INSTRUCTIONS TO FOLLOW
Nothing other than the lines from the one containing "Task: Serialize what" through the close of the entries below should be printed, each exactly.

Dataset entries
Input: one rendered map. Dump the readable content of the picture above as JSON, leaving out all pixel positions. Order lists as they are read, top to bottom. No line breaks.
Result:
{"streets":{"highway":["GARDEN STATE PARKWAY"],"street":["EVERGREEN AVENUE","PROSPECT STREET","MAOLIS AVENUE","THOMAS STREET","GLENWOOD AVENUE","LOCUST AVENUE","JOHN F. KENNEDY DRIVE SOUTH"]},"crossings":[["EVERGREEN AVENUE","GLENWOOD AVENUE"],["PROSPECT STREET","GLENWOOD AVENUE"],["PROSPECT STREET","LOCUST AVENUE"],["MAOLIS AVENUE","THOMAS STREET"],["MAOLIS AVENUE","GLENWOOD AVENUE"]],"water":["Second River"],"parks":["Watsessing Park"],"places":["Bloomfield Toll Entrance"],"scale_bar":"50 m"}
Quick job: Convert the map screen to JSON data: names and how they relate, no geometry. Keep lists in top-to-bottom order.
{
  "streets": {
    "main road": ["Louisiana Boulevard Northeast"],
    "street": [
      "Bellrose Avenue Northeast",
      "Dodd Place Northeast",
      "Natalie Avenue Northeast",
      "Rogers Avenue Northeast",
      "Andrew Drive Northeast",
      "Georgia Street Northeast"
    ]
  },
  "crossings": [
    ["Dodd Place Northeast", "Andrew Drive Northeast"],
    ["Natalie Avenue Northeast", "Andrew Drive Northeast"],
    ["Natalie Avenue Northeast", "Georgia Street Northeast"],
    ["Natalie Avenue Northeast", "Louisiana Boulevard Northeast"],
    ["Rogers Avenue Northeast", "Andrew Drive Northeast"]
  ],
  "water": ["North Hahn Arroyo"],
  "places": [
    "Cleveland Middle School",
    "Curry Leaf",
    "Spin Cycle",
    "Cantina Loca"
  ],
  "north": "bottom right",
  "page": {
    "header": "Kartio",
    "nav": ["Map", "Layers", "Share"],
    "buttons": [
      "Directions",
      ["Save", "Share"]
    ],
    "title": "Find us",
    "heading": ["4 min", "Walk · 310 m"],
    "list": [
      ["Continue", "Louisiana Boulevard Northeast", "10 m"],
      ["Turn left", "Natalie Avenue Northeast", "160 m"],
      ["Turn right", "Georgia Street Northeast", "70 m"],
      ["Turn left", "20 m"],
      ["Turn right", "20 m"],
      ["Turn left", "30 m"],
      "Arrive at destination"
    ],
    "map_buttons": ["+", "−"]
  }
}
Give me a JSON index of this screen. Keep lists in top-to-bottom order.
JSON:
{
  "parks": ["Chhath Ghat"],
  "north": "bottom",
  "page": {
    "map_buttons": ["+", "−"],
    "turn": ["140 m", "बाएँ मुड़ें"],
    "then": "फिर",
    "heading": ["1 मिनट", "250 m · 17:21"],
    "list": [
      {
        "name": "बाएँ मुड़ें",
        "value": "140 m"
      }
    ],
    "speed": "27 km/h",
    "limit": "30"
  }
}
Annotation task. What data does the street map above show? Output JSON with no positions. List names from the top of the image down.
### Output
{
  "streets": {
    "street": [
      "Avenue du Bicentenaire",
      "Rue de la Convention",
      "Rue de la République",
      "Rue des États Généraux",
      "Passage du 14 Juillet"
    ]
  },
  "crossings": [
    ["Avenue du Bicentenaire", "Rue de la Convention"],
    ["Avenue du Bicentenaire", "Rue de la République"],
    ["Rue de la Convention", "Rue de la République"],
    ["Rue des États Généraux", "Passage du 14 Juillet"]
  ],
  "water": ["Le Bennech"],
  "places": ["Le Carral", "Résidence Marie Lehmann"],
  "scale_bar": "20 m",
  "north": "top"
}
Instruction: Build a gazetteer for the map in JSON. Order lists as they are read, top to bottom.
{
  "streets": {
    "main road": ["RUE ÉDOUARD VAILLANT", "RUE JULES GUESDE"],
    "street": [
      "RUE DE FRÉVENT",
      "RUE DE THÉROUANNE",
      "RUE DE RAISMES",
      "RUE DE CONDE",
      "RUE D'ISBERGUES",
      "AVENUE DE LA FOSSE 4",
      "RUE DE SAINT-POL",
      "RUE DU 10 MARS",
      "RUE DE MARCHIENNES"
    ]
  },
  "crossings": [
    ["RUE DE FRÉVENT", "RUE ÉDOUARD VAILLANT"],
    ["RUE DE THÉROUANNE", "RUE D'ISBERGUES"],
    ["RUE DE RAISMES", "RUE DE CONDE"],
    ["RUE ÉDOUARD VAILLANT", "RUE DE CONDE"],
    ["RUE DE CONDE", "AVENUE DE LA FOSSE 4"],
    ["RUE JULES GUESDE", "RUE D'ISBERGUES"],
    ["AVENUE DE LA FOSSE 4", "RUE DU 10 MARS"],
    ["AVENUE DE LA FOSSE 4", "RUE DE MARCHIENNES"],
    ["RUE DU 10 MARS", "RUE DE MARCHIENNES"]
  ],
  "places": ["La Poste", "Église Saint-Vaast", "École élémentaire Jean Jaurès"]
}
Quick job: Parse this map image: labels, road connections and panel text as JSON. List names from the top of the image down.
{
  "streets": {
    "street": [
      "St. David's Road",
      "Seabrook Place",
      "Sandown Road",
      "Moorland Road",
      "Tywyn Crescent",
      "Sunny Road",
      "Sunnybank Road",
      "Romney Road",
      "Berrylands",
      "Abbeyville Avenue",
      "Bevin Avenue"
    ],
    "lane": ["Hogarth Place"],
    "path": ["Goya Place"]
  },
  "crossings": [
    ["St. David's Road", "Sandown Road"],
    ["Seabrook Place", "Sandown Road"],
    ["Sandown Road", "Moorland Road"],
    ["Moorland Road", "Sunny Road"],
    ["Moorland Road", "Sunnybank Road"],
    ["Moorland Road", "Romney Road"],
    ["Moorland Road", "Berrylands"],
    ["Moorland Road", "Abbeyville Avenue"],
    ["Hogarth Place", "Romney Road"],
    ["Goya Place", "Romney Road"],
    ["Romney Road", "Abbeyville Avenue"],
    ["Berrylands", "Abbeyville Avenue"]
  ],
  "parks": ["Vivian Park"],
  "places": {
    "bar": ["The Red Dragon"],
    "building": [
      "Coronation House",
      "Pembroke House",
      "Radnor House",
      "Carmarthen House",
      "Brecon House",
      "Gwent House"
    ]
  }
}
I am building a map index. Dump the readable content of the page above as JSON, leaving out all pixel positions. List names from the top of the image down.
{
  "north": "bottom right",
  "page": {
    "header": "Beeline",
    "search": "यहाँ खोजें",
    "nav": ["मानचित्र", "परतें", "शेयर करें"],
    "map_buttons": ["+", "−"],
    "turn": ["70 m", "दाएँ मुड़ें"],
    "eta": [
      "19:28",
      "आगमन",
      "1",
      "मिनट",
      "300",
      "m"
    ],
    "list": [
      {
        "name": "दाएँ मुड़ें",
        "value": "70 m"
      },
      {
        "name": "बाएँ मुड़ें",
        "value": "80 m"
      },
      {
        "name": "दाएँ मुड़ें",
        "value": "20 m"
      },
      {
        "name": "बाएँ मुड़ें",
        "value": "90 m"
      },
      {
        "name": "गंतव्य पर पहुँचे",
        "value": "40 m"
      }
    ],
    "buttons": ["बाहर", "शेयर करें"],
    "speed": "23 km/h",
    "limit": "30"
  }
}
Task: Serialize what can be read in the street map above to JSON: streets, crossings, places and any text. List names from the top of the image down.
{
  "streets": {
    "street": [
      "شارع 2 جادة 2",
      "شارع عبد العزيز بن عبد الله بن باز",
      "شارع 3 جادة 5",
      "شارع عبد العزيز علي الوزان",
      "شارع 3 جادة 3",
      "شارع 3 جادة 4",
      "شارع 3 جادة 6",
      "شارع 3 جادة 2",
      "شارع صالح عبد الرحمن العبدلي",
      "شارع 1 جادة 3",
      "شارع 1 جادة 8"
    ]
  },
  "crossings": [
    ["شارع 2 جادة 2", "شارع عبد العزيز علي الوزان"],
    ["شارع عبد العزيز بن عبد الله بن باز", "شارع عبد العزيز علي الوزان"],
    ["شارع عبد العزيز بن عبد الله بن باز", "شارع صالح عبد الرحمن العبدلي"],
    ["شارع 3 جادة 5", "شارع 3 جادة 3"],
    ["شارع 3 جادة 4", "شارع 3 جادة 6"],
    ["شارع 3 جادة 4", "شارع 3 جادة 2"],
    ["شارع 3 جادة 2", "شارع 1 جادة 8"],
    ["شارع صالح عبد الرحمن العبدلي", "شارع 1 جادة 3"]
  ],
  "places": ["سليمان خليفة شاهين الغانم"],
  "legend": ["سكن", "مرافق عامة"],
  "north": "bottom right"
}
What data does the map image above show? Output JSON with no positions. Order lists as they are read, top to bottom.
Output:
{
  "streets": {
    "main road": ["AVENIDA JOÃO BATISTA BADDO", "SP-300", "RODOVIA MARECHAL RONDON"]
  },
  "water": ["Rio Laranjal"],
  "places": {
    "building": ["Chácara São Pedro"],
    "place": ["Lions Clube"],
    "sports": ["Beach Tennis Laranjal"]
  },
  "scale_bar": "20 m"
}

SOLVED PROBLEM
Task: Serialize what can be read in the street map above to JSON: streets, crossings, places and any text. List names from the top of the image down.
{
  "streets": {
    "street": [
      "شارع 2 جادة 2",
      "شارع عبد العزيز بن عبد الله بن باز",
      "شارع 3 جادة 5",
      "شارع عبد العزيز علي الوزان",
      "شارع 3 جادة 3",
      "شارع 3 جادة 4",
      "شارع 3 جادة 6",
      "شارع 3 جادة 2",
      "شارع صالح عبد الرحمن العبدلي",
      "شارع 1 جادة 3",
      "شارع 1 جادة 8"
    ]
  },
  "crossings": [
    ["شارع 2 جادة 2", "شارع عبد العزيز علي الوزان"],
    ["شارع عبد العزيز بن عبد الله بن باز", "شارع عبد العزيز علي الوزان"],
    ["شارع عبد العزيز بن عبد الله بن باز", "شارع صالح عبد الرحمن العبدلي"],
    ["شارع 3 جادة 5", "شارع 3 جادة 3"],
    ["شارع 3 جادة 4", "شارع 3 جادة 6"],
    ["شارع 3 جادة 4", "شارع 3 جادة 2"],
    ["شارع 3 جادة 2", "شارع 1 جادة 8"],
    ["شارع صالح عبد الرحمن العبدلي", "شارع 1 جادة 3"]
  ],
  "places": ["سليمان خليفة شاهين الغانم"],
  "legend": ["سكن", "مرافق عامة"],
  "north": "bottom right"
}
What data does the map image above show? Output JSON with no positions. Order lists as they are read, top to bottom.
Output:
{
  "streets": {
    "main road": ["AVENIDA JOÃO BATISTA BADDO", "SP-300", "RODOVIA MARECHAL RONDON"]
  },
  "water": ["Rio Laranjal"],
  "places": {
    "building": ["Chácara São Pedro"],
    "place": ["Lions Clube"],
    "sports": ["Beach Tennis Laranjal"]
  },
  "scale_bar": "20 m"
}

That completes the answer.